*** SUPPLIED RECORDS ***

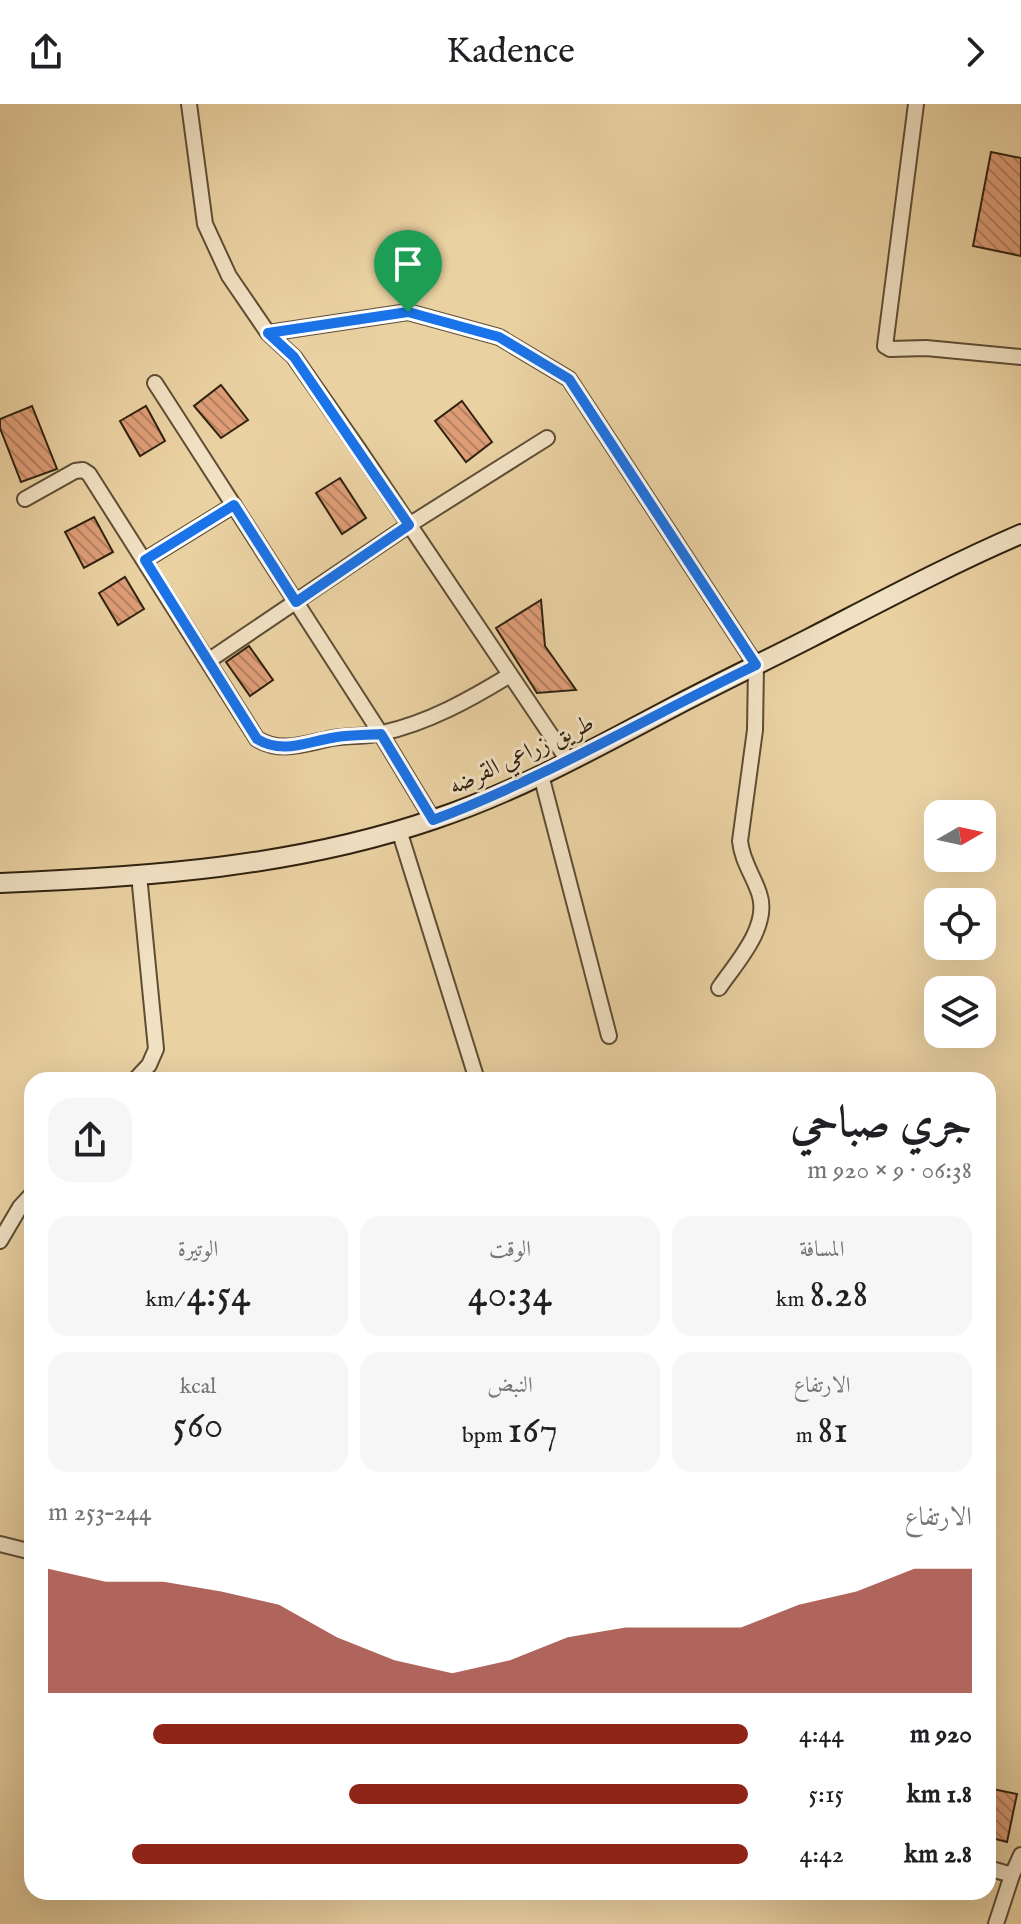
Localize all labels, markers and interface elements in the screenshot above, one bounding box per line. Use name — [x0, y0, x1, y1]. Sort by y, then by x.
text: Kadence — [446, 29, 575, 75]
icon: share — [24, 30, 68, 74]
icon: forward — [953, 30, 997, 74]
pin — [374, 230, 442, 312]
icon: arrive — [386, 242, 430, 286]
street label: طريق زراعي القرضه — [444, 708, 600, 804]
north arrow — [924, 800, 996, 872]
map controls — [924, 800, 996, 1048]
button: locate — [924, 888, 996, 960]
button: layers — [924, 976, 996, 1048]
text: جري صباحي — [791, 1096, 972, 1152]
button: share — [48, 1098, 132, 1182]
text: 06:38 · 9 × 920 m — [807, 1154, 972, 1187]
text: الوتيرة — [178, 1236, 218, 1264]
text: الوقت — [489, 1236, 531, 1264]
text: المسافة — [800, 1236, 844, 1264]
text: 4:54 — [187, 1270, 251, 1321]
text: 40:34 — [468, 1270, 552, 1321]
text: 8.28 — [809, 1270, 868, 1321]
text: /km — [145, 1286, 187, 1314]
text: km — [776, 1286, 809, 1314]
text: النبض — [487, 1372, 533, 1400]
text: الارتفاع — [793, 1372, 851, 1400]
text: kcal — [180, 1373, 216, 1401]
text: 560 — [173, 1401, 223, 1452]
text: 167 — [507, 1406, 558, 1457]
text: 81 — [818, 1406, 848, 1457]
text: bpm — [462, 1422, 507, 1450]
text: m — [796, 1422, 818, 1450]
text: 244–253 m — [48, 1496, 151, 1529]
text: الارتفاع — [905, 1501, 972, 1534]
text: 4:44 — [799, 1718, 844, 1751]
text: 920 m — [910, 1718, 972, 1751]
text: 5:15 — [809, 1778, 844, 1811]
text: 1.8 km — [907, 1778, 972, 1811]
text: 4:42 — [799, 1838, 844, 1871]
text: 2.8 km — [904, 1838, 972, 1871]

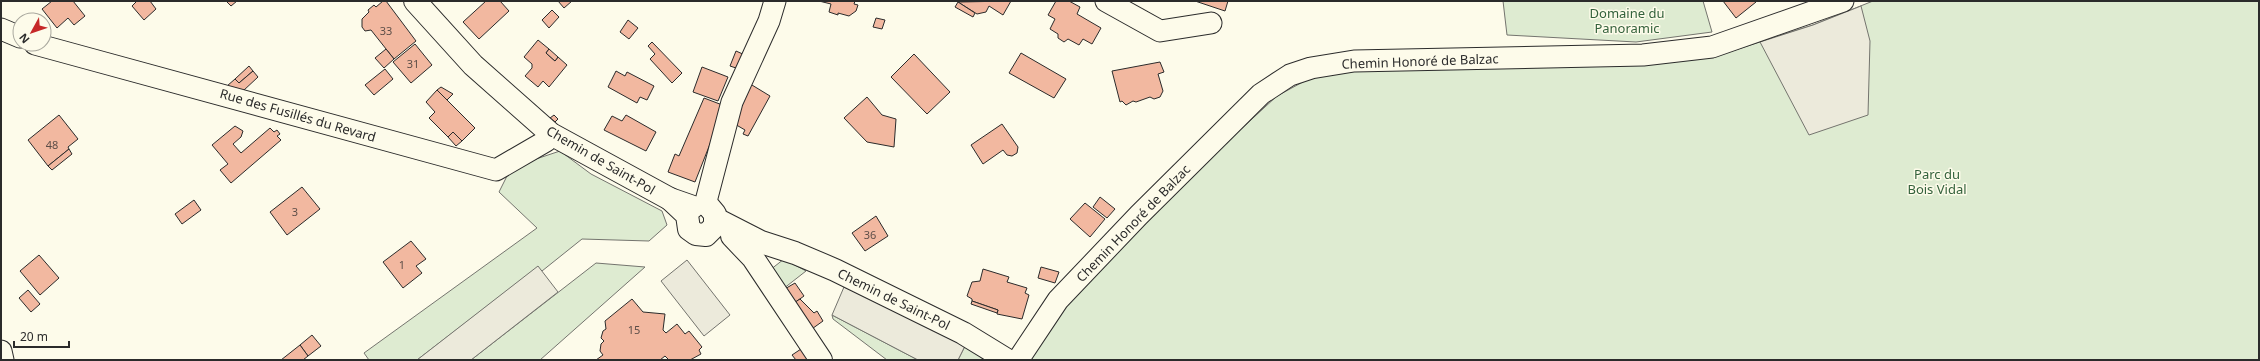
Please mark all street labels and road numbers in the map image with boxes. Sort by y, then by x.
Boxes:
street label: Chemin Honoré de Balzac [1341,49,1499,73]
street label: Rue des Fusillés du Revard [218,84,378,146]
street label: Chemin de Saint-Pol [543,121,659,199]
street label: Chemin Honoré de Balzac [1072,160,1194,286]
street label: Chemin de Saint-Pol [835,264,953,334]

*** End of SUPPLIED RECORDS ***

▸ **TASK DETAILS**: What you give back should be exactly the lines from the top of the data above down to and including the line with "Please mark all", minus any pictures.

▸ **WORKED SOLUTION**:
Localize all labels, markers and interface elements in the screenshot above, one bounding box per line. Use name — [x0, y0, x1, y1]. Sort by y, then by x.
text: Kadence — [446, 29, 575, 75]
icon: share — [24, 30, 68, 74]
icon: forward — [953, 30, 997, 74]
pin — [374, 230, 442, 312]
icon: arrive — [386, 242, 430, 286]
street label: طريق زراعي القرضه — [444, 708, 600, 804]
north arrow — [924, 800, 996, 872]
map controls — [924, 800, 996, 1048]
button: locate — [924, 888, 996, 960]
button: layers — [924, 976, 996, 1048]
text: جري صباحي — [791, 1096, 972, 1152]
button: share — [48, 1098, 132, 1182]
text: 06:38 · 9 × 920 m — [807, 1154, 972, 1187]
text: الوتيرة — [178, 1236, 218, 1264]
text: الوقت — [489, 1236, 531, 1264]
text: المسافة — [800, 1236, 844, 1264]
text: 4:54 — [187, 1270, 251, 1321]
text: 40:34 — [468, 1270, 552, 1321]
text: 8.28 — [809, 1270, 868, 1321]
text: /km — [145, 1286, 187, 1314]
text: km — [776, 1286, 809, 1314]
text: النبض — [487, 1372, 533, 1400]
text: الارتفاع — [793, 1372, 851, 1400]
text: kcal — [180, 1373, 216, 1401]
text: 560 — [173, 1401, 223, 1452]
text: 167 — [507, 1406, 558, 1457]
text: 81 — [818, 1406, 848, 1457]
text: bpm — [462, 1422, 507, 1450]
text: m — [796, 1422, 818, 1450]
text: 244–253 m — [48, 1496, 151, 1529]
text: الارتفاع — [905, 1501, 972, 1534]
text: 4:44 — [799, 1718, 844, 1751]
text: 920 m — [910, 1718, 972, 1751]
text: 5:15 — [809, 1778, 844, 1811]
text: 1.8 km — [907, 1778, 972, 1811]
text: 4:42 — [799, 1838, 844, 1871]
text: 2.8 km — [904, 1838, 972, 1871]

Please mark all street labels and road numbers in the map image with boxes. Sort by y, then by x.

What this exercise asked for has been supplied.